Nizâmüddîn Abdülalî b. Muhammed Hüseyn el-Bircendî el-Hanefî (ö. 934 / 1527-28 [?])

Matematik, astronomi ve fıkıh âlimi.

Fâzıl Bircendî diye bilinir; hayatı hakkında fazla bilgi yoktur. IX. (XV.) yüzyılın ortalarında, bundan 100 yıl öncesine kadar önemli bir kültür merkezi olan İran’ın Afganistan ve Özbekistan sınırlarına yakın şehirlerinden Bircend’de doğduğu sanılmaktadır.

İlk öğrenimini de muhtemelen Bircend’de yapan Bircendî’nin daha sonra o devrin büyük bir ilim merkezi olan Herat’ta okuduğu anlaşılmaktadır. Hayatı hakkında en geniş bilgiyi veren tarihçi Hândmîr Habîbü’s-siyer adlı eserinde Bircendî’nin Mansûr b. Muînüddin Kâşânî, Kemâleddin Hüseyin el-Konevî, Seyfeddin Ahmed b. Yahyâ et-Teftâzânî, Kemâleddin Mes‘ûd-ı Şirvânî gibi zamanının aklî ve naklî ilimler alanındaki en büyük âlimlerinden feyiz aldığını, hocalarının ve kendisinin bilgi ve faziletçe çok değerli kimseler olduğunu söylemektedir. Ona göre Bircendî matematik ve astronomi alanlarında büyük bir otorite olması yanında çağının diğer ilimlerine de vâkıf, dindar, faziletli, örneğine az rastlanan bir kimse idi. Nitekim bütün eserlerinden onun samimi bir dindar olduğu anlaşılmakta, eserleri üzerinde çalışanlar da bu özelliğine dikkat çekmektedirler. İsminden sonra hemen daima “el-Hanefî” nisbesini kullanarak bu mezhebe mensubiyetini ısrarla vurgulamaktadır. Belki bu yüzden, Şah İsmâil’in emriyle öldürülen hocası Herat müftüsü Seyfeddin et-Teftâzânî’nin âkıbetine uğramamak için hayatının son yıllarında Osmanlı ülkesine gitmişti.
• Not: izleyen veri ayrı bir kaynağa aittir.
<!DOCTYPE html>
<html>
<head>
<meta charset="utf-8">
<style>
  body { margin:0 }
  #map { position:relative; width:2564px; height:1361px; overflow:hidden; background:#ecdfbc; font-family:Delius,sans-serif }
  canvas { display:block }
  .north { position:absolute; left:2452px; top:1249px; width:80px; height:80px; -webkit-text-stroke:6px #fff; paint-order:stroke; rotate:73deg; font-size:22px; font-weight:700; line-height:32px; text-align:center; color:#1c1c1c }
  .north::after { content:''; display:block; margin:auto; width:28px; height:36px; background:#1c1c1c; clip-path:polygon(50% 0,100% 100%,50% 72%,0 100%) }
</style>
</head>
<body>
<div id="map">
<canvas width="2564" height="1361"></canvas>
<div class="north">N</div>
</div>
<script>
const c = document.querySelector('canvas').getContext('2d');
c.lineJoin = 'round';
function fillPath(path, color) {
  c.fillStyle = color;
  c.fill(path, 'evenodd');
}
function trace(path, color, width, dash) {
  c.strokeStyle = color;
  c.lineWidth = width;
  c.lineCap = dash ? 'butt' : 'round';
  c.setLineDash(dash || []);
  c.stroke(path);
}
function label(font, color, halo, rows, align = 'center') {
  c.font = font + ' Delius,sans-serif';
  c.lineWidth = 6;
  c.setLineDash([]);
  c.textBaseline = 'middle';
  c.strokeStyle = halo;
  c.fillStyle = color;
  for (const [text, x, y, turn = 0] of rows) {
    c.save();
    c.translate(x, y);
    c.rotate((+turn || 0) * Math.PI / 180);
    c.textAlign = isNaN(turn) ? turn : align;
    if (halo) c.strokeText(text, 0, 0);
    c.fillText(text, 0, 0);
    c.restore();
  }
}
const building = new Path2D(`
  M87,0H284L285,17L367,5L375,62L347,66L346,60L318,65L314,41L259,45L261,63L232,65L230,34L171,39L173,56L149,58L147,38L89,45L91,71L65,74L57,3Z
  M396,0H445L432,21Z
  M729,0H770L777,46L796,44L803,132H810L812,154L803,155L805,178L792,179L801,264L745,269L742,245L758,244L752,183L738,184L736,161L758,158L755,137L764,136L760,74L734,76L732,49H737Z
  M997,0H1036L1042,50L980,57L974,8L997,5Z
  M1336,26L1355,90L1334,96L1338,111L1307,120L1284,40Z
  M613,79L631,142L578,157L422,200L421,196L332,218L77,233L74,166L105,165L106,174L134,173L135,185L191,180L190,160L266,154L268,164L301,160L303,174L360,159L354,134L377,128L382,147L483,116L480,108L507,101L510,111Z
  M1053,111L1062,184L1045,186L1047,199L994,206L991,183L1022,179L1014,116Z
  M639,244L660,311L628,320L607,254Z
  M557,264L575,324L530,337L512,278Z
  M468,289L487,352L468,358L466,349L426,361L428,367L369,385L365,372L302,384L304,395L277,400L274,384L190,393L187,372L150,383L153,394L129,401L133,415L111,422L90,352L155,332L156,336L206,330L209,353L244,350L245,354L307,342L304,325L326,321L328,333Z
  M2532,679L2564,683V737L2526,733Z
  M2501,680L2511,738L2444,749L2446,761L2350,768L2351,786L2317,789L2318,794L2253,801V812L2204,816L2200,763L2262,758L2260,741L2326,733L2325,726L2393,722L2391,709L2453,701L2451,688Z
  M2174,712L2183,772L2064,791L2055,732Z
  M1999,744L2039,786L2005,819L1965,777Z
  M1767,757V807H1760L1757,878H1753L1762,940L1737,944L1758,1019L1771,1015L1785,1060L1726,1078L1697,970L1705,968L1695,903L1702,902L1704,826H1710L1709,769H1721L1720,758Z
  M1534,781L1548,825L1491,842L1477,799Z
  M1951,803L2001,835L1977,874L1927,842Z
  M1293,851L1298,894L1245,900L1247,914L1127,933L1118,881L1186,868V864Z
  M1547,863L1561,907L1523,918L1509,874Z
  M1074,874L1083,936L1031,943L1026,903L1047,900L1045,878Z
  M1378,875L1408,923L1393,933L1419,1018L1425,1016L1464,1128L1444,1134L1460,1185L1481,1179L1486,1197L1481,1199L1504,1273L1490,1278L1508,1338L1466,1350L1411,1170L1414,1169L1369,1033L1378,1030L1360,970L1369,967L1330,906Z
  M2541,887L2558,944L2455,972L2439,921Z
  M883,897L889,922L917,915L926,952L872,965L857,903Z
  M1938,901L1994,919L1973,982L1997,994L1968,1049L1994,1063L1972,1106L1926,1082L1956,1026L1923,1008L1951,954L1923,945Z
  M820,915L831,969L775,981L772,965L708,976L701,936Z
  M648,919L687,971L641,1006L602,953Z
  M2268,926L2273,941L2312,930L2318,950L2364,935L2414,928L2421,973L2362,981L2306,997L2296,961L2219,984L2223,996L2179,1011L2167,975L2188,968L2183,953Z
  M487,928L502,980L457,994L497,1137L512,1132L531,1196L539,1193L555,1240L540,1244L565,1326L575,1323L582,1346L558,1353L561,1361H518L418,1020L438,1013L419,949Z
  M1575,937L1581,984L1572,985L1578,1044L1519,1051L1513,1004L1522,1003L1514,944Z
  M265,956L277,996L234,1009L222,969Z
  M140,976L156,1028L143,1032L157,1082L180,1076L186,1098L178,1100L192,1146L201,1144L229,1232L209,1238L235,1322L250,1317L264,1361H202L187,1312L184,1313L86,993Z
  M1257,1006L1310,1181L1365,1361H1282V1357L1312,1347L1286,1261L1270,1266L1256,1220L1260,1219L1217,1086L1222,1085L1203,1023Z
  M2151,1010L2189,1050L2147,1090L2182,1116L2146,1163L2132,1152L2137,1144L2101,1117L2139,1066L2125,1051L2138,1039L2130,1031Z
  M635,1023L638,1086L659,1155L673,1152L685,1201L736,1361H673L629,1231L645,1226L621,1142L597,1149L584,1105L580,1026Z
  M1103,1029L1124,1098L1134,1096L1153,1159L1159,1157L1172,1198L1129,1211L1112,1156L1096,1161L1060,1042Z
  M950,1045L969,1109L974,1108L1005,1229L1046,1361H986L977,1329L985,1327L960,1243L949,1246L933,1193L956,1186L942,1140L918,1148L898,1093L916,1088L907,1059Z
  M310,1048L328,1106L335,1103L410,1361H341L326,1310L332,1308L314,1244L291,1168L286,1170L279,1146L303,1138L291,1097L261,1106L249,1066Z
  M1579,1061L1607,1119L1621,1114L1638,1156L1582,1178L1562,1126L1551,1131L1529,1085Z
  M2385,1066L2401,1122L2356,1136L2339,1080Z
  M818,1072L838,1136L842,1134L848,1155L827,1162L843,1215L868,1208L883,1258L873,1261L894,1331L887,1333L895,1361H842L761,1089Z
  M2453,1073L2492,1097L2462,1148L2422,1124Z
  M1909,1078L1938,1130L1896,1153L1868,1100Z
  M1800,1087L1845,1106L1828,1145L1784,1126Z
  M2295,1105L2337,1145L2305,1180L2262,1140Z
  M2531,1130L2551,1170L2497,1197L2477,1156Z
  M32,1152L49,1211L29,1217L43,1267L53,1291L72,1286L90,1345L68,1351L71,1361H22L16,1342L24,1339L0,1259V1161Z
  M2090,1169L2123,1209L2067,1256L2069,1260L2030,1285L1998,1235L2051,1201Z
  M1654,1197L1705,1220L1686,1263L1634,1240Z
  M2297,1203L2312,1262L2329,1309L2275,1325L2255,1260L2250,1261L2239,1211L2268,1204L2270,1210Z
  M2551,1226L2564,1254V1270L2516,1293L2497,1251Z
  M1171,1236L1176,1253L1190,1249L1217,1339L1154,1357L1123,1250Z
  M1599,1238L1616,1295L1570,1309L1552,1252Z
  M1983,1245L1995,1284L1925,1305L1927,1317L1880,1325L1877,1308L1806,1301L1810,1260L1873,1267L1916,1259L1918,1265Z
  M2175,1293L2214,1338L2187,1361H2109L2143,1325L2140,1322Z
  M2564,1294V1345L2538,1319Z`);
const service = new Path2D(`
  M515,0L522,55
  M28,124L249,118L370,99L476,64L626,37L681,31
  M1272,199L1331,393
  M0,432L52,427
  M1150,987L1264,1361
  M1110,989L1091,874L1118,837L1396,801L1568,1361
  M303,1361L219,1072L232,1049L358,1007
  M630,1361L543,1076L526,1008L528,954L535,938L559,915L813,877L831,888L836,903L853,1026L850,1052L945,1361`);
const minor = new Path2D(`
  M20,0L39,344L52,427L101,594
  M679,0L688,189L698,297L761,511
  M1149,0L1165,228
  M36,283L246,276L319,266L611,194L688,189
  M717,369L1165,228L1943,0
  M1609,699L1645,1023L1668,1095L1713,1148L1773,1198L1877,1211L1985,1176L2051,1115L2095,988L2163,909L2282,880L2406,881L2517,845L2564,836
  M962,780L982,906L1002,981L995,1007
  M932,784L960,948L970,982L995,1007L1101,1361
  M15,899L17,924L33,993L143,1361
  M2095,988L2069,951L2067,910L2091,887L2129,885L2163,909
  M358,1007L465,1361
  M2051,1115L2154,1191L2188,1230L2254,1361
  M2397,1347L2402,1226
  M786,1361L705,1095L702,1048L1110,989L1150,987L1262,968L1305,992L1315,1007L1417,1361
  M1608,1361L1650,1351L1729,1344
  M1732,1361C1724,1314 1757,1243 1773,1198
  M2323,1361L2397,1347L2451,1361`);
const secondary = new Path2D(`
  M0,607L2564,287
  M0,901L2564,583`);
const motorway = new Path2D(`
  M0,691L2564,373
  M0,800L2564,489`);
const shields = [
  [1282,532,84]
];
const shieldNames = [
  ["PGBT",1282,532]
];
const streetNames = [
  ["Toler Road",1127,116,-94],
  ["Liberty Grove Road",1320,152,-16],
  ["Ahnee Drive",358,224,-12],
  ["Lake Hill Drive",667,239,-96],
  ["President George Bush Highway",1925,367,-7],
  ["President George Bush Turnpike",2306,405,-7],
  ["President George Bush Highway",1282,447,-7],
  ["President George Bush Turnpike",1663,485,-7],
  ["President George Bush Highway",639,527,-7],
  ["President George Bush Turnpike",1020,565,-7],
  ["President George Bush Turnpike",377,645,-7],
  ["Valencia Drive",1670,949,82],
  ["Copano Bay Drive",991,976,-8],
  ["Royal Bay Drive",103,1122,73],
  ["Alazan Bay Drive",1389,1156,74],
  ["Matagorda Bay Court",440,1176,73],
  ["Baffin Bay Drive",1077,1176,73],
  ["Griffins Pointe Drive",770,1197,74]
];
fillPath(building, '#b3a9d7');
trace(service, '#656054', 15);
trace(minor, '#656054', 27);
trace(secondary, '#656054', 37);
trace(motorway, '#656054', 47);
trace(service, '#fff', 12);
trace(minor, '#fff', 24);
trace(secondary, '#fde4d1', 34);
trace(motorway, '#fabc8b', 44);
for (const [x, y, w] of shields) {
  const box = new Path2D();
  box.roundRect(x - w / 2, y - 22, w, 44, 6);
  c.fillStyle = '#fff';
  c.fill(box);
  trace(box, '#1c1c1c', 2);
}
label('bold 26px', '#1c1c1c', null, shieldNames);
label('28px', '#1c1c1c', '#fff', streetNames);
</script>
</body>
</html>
Ziriklî onun İstanbul’a gittiğini ve burada Kāsım b. Kutluboğa’nın şerhetmeye başlayıp yarım bıraktığı Şerhu’n-Nukāye’yi tamamladığını belirtir. Ayrıca Bircendî’nin, Yavuz Sultan Selim’e şehzade iken sunduğu Tuhfe-i Selîmî adlı eserinin mukaddimesinden Trabzon’a da gittiği ve orada şehzade ile görüştüğü anlaşılmaktadır.

Ölüm tarihi hakkında hicrî 911, 916, 924, 932, 934 ve 935 gibi çok değişik rivayetler bulunmakta ve bunlardan 932 (1525-26) veya 934’ün (1527-28) gerçeğe yakın olduğu tahmin edilmektedir.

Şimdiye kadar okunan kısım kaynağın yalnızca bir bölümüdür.